A mesma racionalidade exige cuidado com o “positivo”. Impulsionamento não pode servir para publicidade institucional turbinada, com enaltecimento de programas sociais, obras e realizações como promoção pessoal. A Constituição é expressa ao exigir que a publicidade de atos, programas e serviços públicos tenha caráter educativo, informativo ou de orientação social, vedada a promoção de autoridades (art. 37, § 1o, da CRFB/88). Um sistema que limita o dinheiro para atacar também deve impedir o uso do dinheiro público (direta ou indiretamente) para autopromoção e vantagem competitiva indevida.

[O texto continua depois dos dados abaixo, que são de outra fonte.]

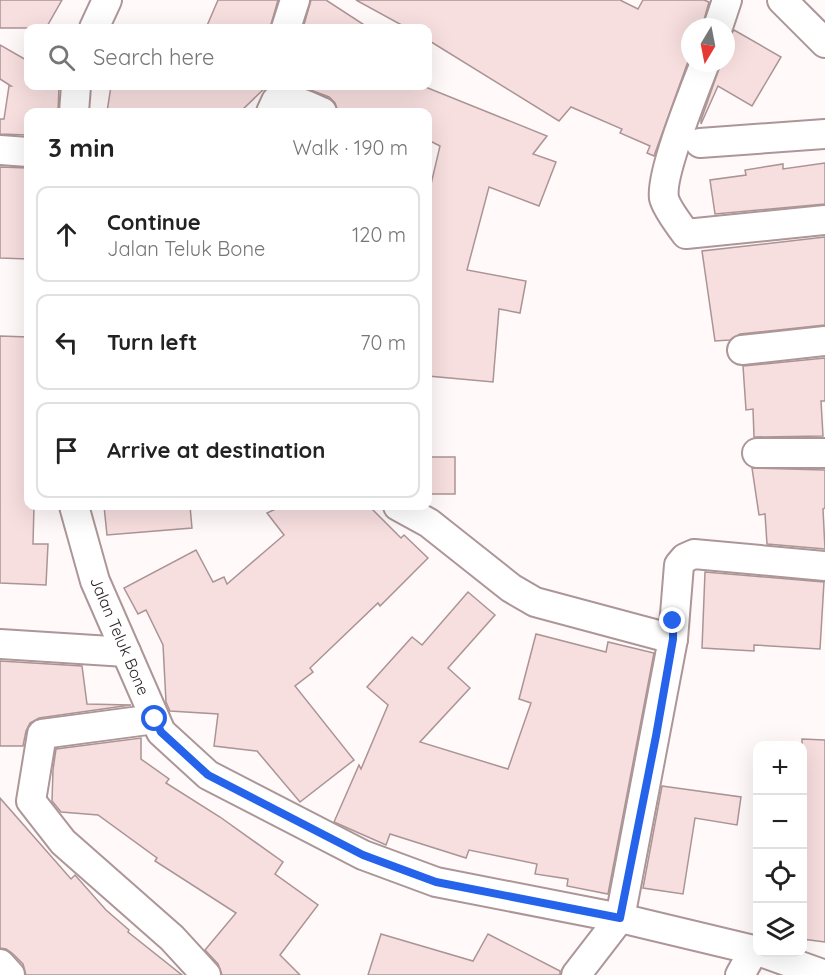 <!DOCTYPE html>
<meta charset="utf-8">
<style>
body{margin:0;font-family:Quicksand,sans-serif;background:#f2f2f2;color:#222}
.controls{position:absolute;right:18px;bottom:18px;display:grid;overflow:hidden;border-radius:12px;box-shadow:0 6px 24px #0002}
.controls button{width:54px;height:54px;display:grid;place-items:center;padding:0;border:0;border-bottom:2px solid #e0e0e0;background:#fff;color:#222;font:30px sans-serif}
.compass{position:absolute;left:681px;top:18px;width:54px;height:54px;border-radius:50%;background:#fff;box-shadow:0 6px 24px #0002;rotate:190deg}
.stop{position:absolute;width:18px;height:18px;margin:-14px;border:4px solid #2563eb;border-radius:50%;background:#fff}
.stop.end{background:#2563eb;border-color:#fff;box-shadow:0 2px 6px #0008}
.list{margin:0;padding:0;list-style:none}
h2{display:flex;justify-content:space-between;align-items:center;height:78px;margin:0;padding:0 24px;font-size:26px}
h2 small{font-size:20px;font-weight:400;color:#767676}
.list li{display:grid;grid-template-columns:39px 1fr auto;gap:18px;align-items:center;box-sizing:border-box;height:96px;margin:0 12px 12px;padding:0 12px;border:2px solid #e0e0e0;border-radius:12px}
.list b{display:block;font-size:22px;white-space:nowrap}
.list p{margin:0;font-size:20px;white-space:nowrap;color:#767676}
.list em{font-size:20px;font-style:normal;color:#767676}
.icon{flex:none;width:33px;height:33px;fill:none;stroke:currentColor;stroke-width:2;stroke-linecap:round;stroke-linejoin:round}
.map{position:relative;flex:none;width:825px;height:975px;overflow:hidden}
.search{position:absolute;background:#fff;box-shadow:0 6px 24px #0002;left:24px;top:24px;width:408px;height:66px;display:flex;align-items:center;gap:15px;box-sizing:border-box;padding:0 21px;border-radius:12px;color:#767676;font-size:22px}
.panel{position:absolute;background:#fff;box-shadow:0 6px 24px #0002;left:24px;top:108px;width:408px;height:402px;border-radius:12px}
.map>svg:first-child{display:block}
.building{fill:#f7dedf;stroke:#ab9495;stroke-width:1.5}
.lines{fill:none;stroke-linecap:round;stroke-linejoin:round}
.minor-casing{stroke:#ad9697;stroke-width:32}
.minor{stroke:#fff;stroke-width:28}
.route{stroke:#2563eb;stroke-width:8}
.labels{text-anchor:middle;dominant-baseline:central;stroke-width:4.5;stroke-linejoin:round;paint-order:stroke}
.street-label{font-size:16px;fill:#261d1e;stroke:#fff}
</style>
<div class="map">
<svg width="825" height="975" viewBox="0 0 825 975">
<rect width="100%" height="100%" fill="#fff9fa"/>
<g class="building">
<path d="M 0,0 L 62,0 L 46,28 L 0,28 Z"/>
<path d="M 218,0 L 278,0 L 270,28 L 206,28 Z"/>
<path d="M 311,0 L 326,0 L 369,28 L 303,28 Z"/>
<path d="M 356,0 L 620,0 L 638,9 L 643,0 L 704,0 L 709,2 L 702,27 L 690,27 L 690,56 L 654,156 L 647,153 L 650,146 L 620,133 L 622,129 L 571,107 L 559,121 L 428,40 L 428,28 L 407,28 Z"/>
<path d="M 734,30 L 781,57 L 752,106 L 718,86 L 701,124 L 701,120 L 721,63 L 726,63 L 726,41 Z"/>
<path d="M 0,45 L 28,61 L 28,86 L 59,86 L 58,112 L 28,112 L 28,135 L 0,134 L 0,119 L 4,119 L 9,86 L 11,86 L 0,79 Z"/>
<path d="M 111,86 L 271,86 L 265,88 L 240,112 L 107,112 Z"/>
<path d="M 300,86 L 423,86 L 547,136 L 533,154 L 556,162 L 539,206 L 489,187 L 467,270 L 526,281 L 520,313 L 499,309 L 493,382 L 428,376 L 428,197 L 440,146 L 428,140 L 428,112 L 338,112 L 335,103 L 329,97 Z"/>
<path d="M 825,163 L 825,204 L 715,214 L 710,180 L 746,175 L 745,170 L 783,164 L 783,169 Z"/>
<path d="M 0,167 L 28,168 L 28,259 L 0,258 Z"/>
<path d="M 825,237 L 825,325 L 740,334 L 730,340 L 715,341 L 702,251 Z"/>
<path d="M 0,336 L 28,337 L 28,506 L 34,506 L 33,544 L 48,544 L 46,585 L 0,583 Z"/>
<path d="M 825,358 L 825,401 L 821,401 L 823,436 L 754,437 L 753,409 L 746,410 L 743,366 Z"/>
<rect x="428" y="457" width="27" height="37"/>
<path d="M 752,468 L 825,470 L 825,508 L 823,509 L 825,549 L 767,544 L 765,514 L 759,515 Z"/>
<path d="M 104,506 L 190,506 L 192,528 L 107,535 Z"/>
<path d="M 282,506 L 369,506 L 401,538 L 404,535 L 428,558 L 380,606 L 378,603 L 310,668 L 313,672 L 295,686 L 354,760 L 300,802 L 257,751 L 214,746 L 218,714 L 170,711 L 166,702 L 163,645 L 146,610 L 138,614 L 124,588 L 196,550 L 213,582 L 224,577 L 227,584 L 284,535 L 267,513 Z"/>
<path d="M 705,572 L 824,582 L 820,649 L 754,645 L 754,651 L 702,648 Z"/>
<path d="M 468,592 L 495,615 L 448,668 L 470,688 L 420,742 L 508,769 L 531,703 L 519,699 L 536,634 L 606,652 L 608,642 L 654,653 L 608,894 L 567,886 L 568,879 L 535,874 L 537,864 L 469,850 L 466,858 L 390,834 L 386,845 L 334,822 L 359,765 L 361,769 L 388,705 L 367,687 L 412,637 L 422,645 Z"/>
<path d="M 0,661 L 82,666 L 87,704 L 131,705 L 39,718 L 30,723 L 26,731 L 23,746 L 0,746 Z"/>
<path d="M 141,738 L 141,759 L 169,779 L 166,783 L 220,817 L 283,862 L 275,874 L 318,905 L 280,955 L 300,975 L 222,975 L 218,964 L 205,950 L 236,913 L 155,861 L 157,858 L 98,815 L 61,812 L 52,801 L 53,770 L 56,749 Z"/>
<path d="M 802,739 L 825,740 L 825,942 L 802,939 Z"/>
<path d="M 662,786 L 741,797 L 737,825 L 695,818 L 683,894 L 643,888 Z"/>
<path d="M 0,798 L 71,879 L 75,875 L 106,910 L 129,930 L 128,932 L 182,975 L 26,975 L 23,964 L 12,953 L 6,949 L 0,948 Z"/>
<path d="M 381,934 L 473,961 L 488,934 L 560,971 L 560,975 L 368,975 Z"/>
</g>
<g class="lines">
<g class="minor-casing">
<g id="minor">
<path d="M 782,0 L 825,43"/>
<path d="M 718,27 L 727,0"/>
<path d="M 94,28 L 107,0"/>
<path d="M 286,28 L 295,0"/>
<path d="M 705,63 C 695,89 660,174 664,198 C 666,207 680,226 686,234 L 825,220"/>
<path d="M 74,112 L 76,86"/>
<path d="M 271,112 L 276,101 C 292,96 307,106 322,112"/>
<path d="M 700,143 L 825,134"/>
<path d="M 0,150 L 28,152"/>
<path d="M 742,350 L 825,341"/>
<path d="M 757,453 L 825,453"/>
<path d="M 74,506 L 95,581 L 161,732 L 208,775 L 363,855 L 436,882 L 620,918 L 758,951"/>
<path d="M 398,506 L 429,523 L 511,588 L 535,602 L 673,639"/>
<path d="M 0,644 L 126,652"/>
<path d="M 155,719 L 42,734 L 31,801 L 63,842 L 172,938 L 206,975"/>
<path d="M 761,952 L 825,975"/>
<path d="M 0,964 L 10,975"/>
<path d="M 576,975 L 620,918 L 673,639 L 679,565 L 685,558 L 694,554 L 825,566"/>
<path d="M 740,975 L 754,950"/>
</g>
</g>
<use href="#minor" class="minor"/>
</g>
<g class="lines">
<path class="route" d="M 155,719 L 161,732 L 208,775 L 363,855 L 436,882 L 620,918 L 656,736 L 673,639 L 673,621"/>
</g>
<g class="labels">
<g class="street-label">
<text transform="translate(120 636) rotate(67)">Jalan Teluk Bone</text>
</g>
</g>
</svg>
<div class="controls">
<button>+</button>
<button>−</button>
<button><svg class="icon" aria-label="locate" viewBox="0 0 24 24"><circle cx="12" cy="12" r="6"/><path d="M12 2v4M12 18v4M2 12h4M18 12h4"/></svg></button>
<button><svg class="icon" aria-label="layers" viewBox="0 0 24 24"><path d="M12 4l9 5-9 5-9-5zM3 14l9 5 9-5"/></svg></button>
</div>
<svg class="compass" viewBox="-18 -18 36 36"><path d="M0-13l5 13h-10z" fill="#e53935"/><path d="M0 13l5-13h-10z" fill="#767676"/></svg>
<div class="stop" style="left:155px;top:719px"></div>
<div class="stop end" style="left:673px;top:621px"></div>
<div class="search"><svg class="icon" aria-label="search" viewBox="0 0 24 24"><circle cx="10" cy="10" r="6"/><path d="M15 15l6 6"/></svg>Search here</div>
<section class="panel">
<h2>3 min<small>Walk · 190 m</small></h2>
<ul class="list">
<li><svg class="icon" aria-label="ahead" viewBox="0 0 24 24"><path d="M12 20V5M6 11l6-6 6 6"/></svg><div><b>Continue</b><p>Jalan Teluk Bone</p></div><em>120 m</em></li>
<li><svg class="icon" aria-label="left" viewBox="0 0 24 24"><path d="M17 20v-9H6M10 6l-5 5 5 5"/></svg><div><b>Turn left</b></div><em>70 m</em></li>
<li><svg class="icon" aria-label="arrive" viewBox="0 0 24 24"><path d="M6 21V4h12l-3 4 3 4H6"/></svg><div><b>Arrive at destination</b></div></li>
</ul>
</section>
</div>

A erosão democrática pode, sim, vir de dentro: de uma norma que, sob o pretexto de proteger crítica legítima, legitima a compra de alcance para campanhas negativas pré-eleitorais por simples maquiagem linguística. O caminho constitucionalmente seguro é separar crítica (livre) de impulsionamento (restrito), manter vedação clara ao impulsionamento negativo, reforçar transparência e rastreabilidade e proteger, simultaneamente, liberdade de expressão, integridade informacional e igualdade de chances no pleito.